Unsolved
This post is more than 5 years old
35 Posts
0
7960
Something is closing the backup session after 4-5 minutes.
Hello!
First of all, short info about our Networker environment:
Server: Running Windows Server 2012 R2 with EMC Networker 8.1.1.3
Failing Client: Running Window server 2008 R2 with EMC Networker 8.1.1.3
For a couple of months we had a client that just won't make backups. The client starts the backup but is failing a couple of minutes later and if i run Networker User on the client is complaining about some RPC errors..
We had a case open with EMC for a couple of weeks but it was close since we though we had find that the problem was the network communication between the server and client. Once i had informed our Network technicians we started the change the network configuration and even tried any <> any between the server and client without success.
Down below is a list of things that we already have tried together with EMC:
- Removed the client resources on the client and the server.
- Fully reinstalled EMC Networker on the client.
- Tried different Networker versions on the client.
- Changed the host file on both server and client.
- Rpcinfo between the servers is looking good.
- Nslookup between the servers is looking good.
- Tried different save operations and backup commands, for example "VSS:*=off"
- Networker health check tools is running fine without any problems.
Since the client that is failing is a production machine i can't test different settings to 100% therefore i have created a virtual machine that im testing different backups options on. Since the backups on the test machine is working on other networks (VLANs) i still assume this is a network with the specific network that the failing client is located on but the question is what??
Yesterday i tried to find a common denominator with this RPC error and i think i have found something interesting. What i did was to create 6 different files with the same file name but with different file size.
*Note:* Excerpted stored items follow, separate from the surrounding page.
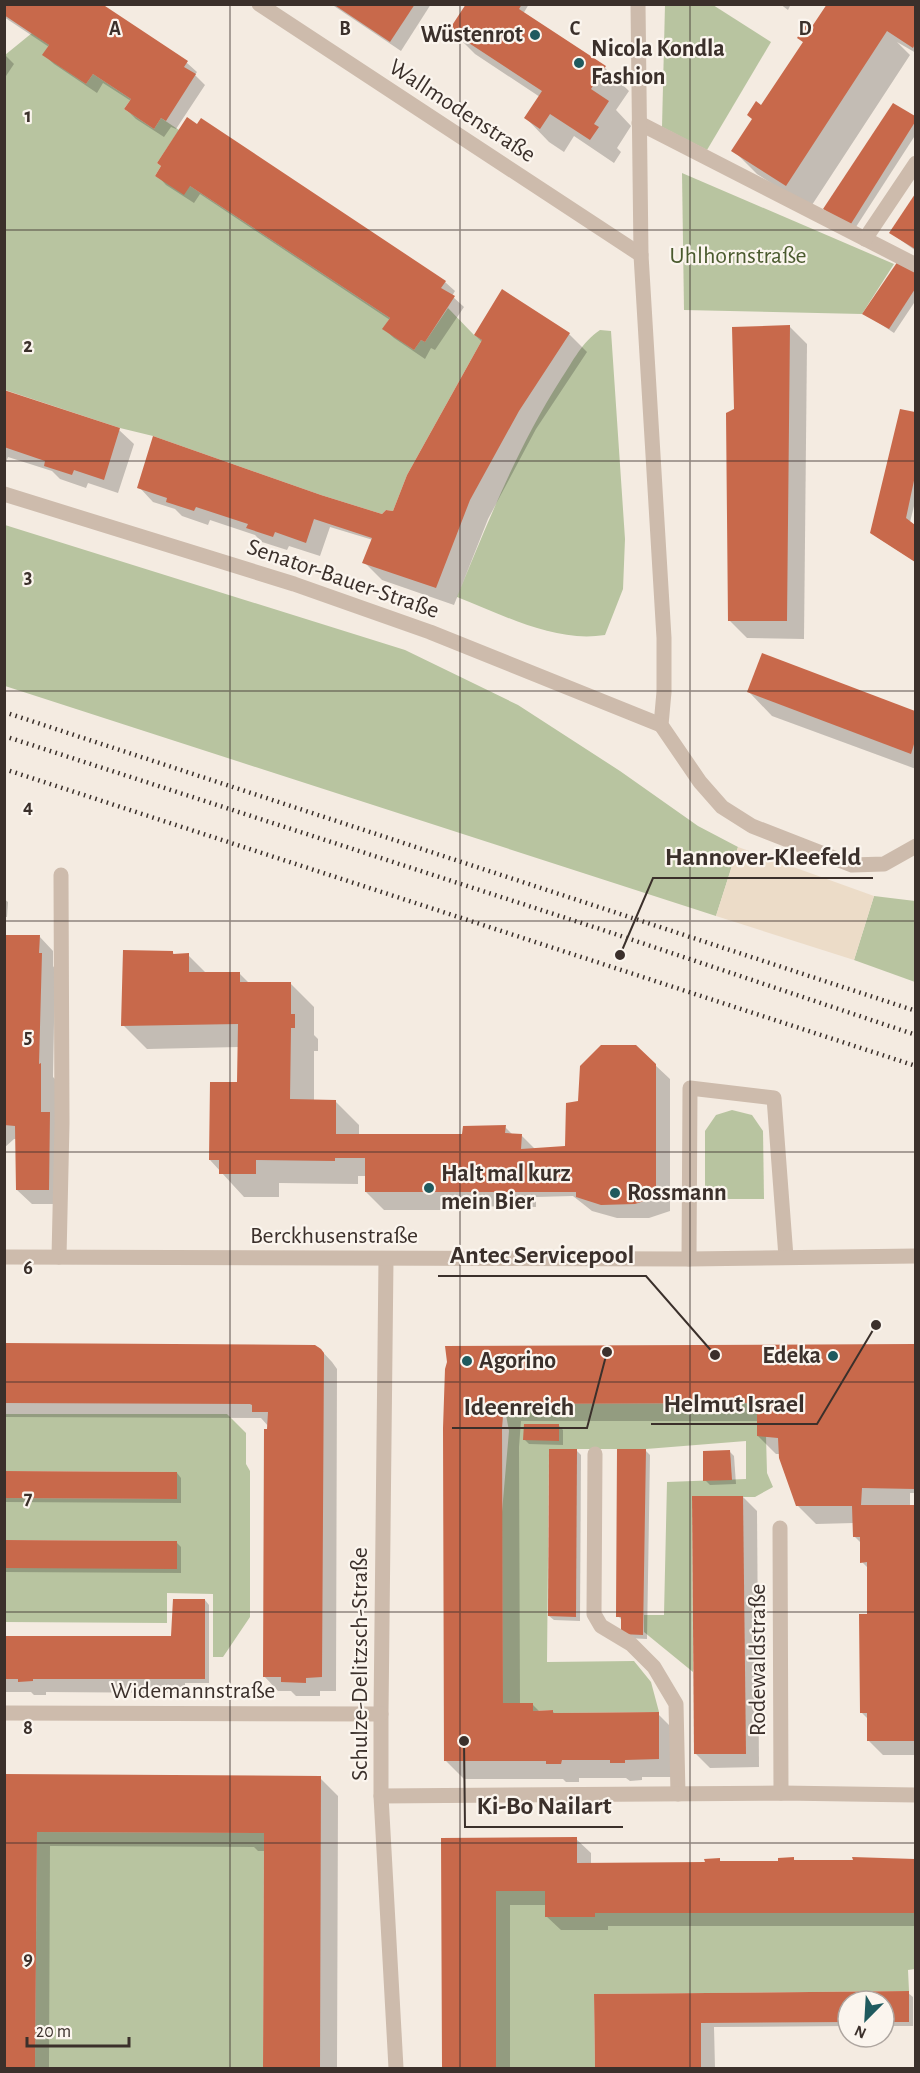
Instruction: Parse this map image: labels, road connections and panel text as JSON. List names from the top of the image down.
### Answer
{
  "streets": {
    "street": [
      "Wallmodenstraße",
      "Senator-Bauer-Straße",
      "Berckhusenstraße",
      "Rodewaldstraße",
      "Schulze-Delitzsch-Straße",
      "Widemannstraße"
    ]
  },
  "crossings": [
    ["Berckhusenstraße", "Schulze-Delitzsch-Straße"],
    ["Schulze-Delitzsch-Straße", "Widemannstraße"]
  ],
  "parks": ["Uhlhornstraße"],
  "places": [
    "Wüstenrot",
    "Nicola Kondla Fashion",
    "Hannover-Kleefeld",
    "Halt mal kurz mein Bier",
    "Rossmann",
    "Helmut Israel",
    "Ideenreich",
    "Antec Servicepool",
    "Edeka",
    "Agorino",
    "Ki-Bo Nailart"
  ],
  "scale_bar": "20 m",
  "north": "bottom left",
  "grid": {
    "columns": [
      "A",
      "B",
      "C",
      "D"
    ],
    "rows": [
      "1",
      "2",
      "3",
      "4",
      "5",
      "6",
      "7",
      "8",
      "9"
    ]
  }
}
Here is a table with the result:
Filename | Size | Backup status |
Test.txt | 10GB | OK after 02:45 min |
Test.txt | 15GB | Ok after 03:10 min |
Test.txt | 18GB | OK after 03:53 min |
Test.txt | 20GB | Fail after 04:44 min |
Test.txt | 30GB | Fail after 04:45 min |
Test.txt | 40GB | Fail after 04:43 min |
The save set on the test client was set to C:\test.txt and i was running the command savegrp -l full -c TESTCLIENT -g GROUP.
As you can see all backups that runs longer then "around" 4 minutes fail or when the file is getting bigger then 20GB. The errors message i receive after 4 mintues is: Exited with exit code: Unknown, completion severity: INFORMATION(10), completion status: unexpectedly exited(2).
Does anyone have have a clue how we can solve this or troubleshoot?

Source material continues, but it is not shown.